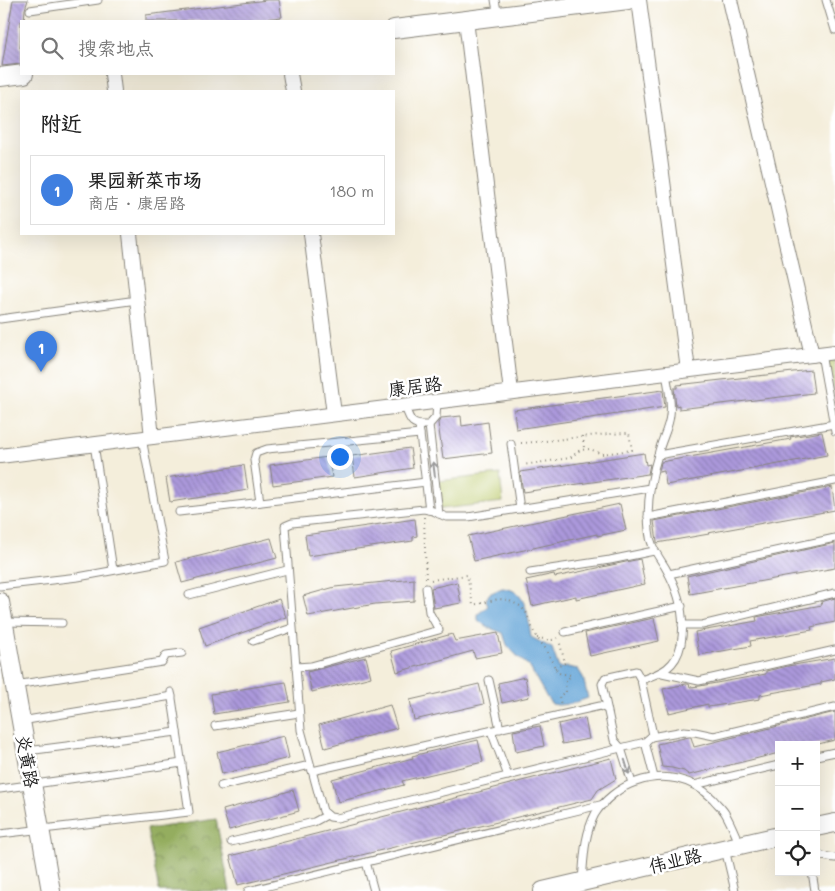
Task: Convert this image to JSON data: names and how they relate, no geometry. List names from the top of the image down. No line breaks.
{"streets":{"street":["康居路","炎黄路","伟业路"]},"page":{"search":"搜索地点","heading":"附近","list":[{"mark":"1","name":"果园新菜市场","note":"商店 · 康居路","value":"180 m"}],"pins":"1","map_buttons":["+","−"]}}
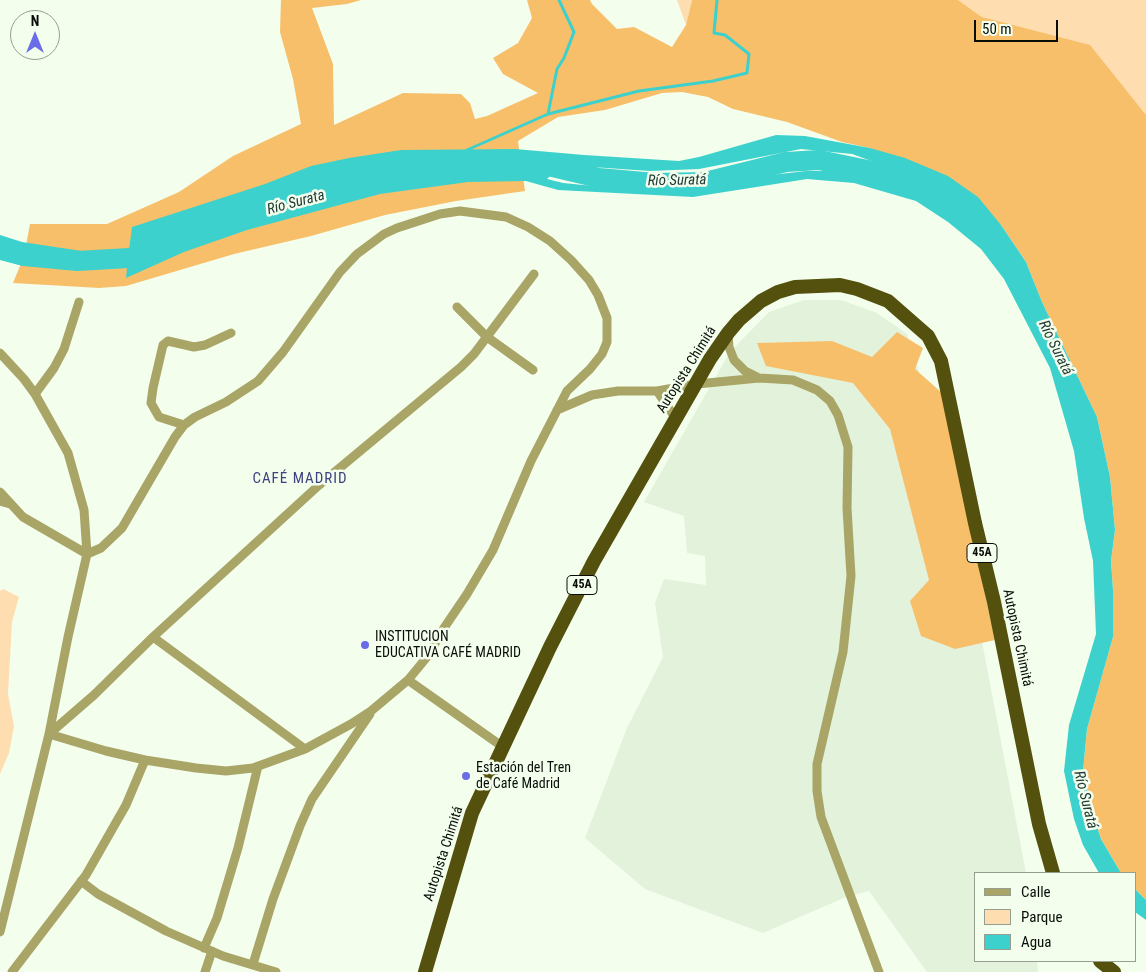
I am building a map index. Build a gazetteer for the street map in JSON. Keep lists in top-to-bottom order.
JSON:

============================================================

> _TASK DETAILS_
Could you retype every line above exactly as it appears, skipping the pictures?

> _EXERCISE SOLUTION_
Task: Convert this image to JSON data: names and how they relate, no geometry. List names from the top of the image down. No line breaks.
{"streets":{"street":["康居路","炎黄路","伟业路"]},"page":{"search":"搜索地点","heading":"附近","list":[{"mark":"1","name":"果园新菜市场","note":"商店 · 康居路","value":"180 m"}],"pins":"1","map_buttons":["+","−"]}}
I am building a map index. Build a gazetteer for the street map in JSON. Keep lists in top-to-bottom order.
JSON:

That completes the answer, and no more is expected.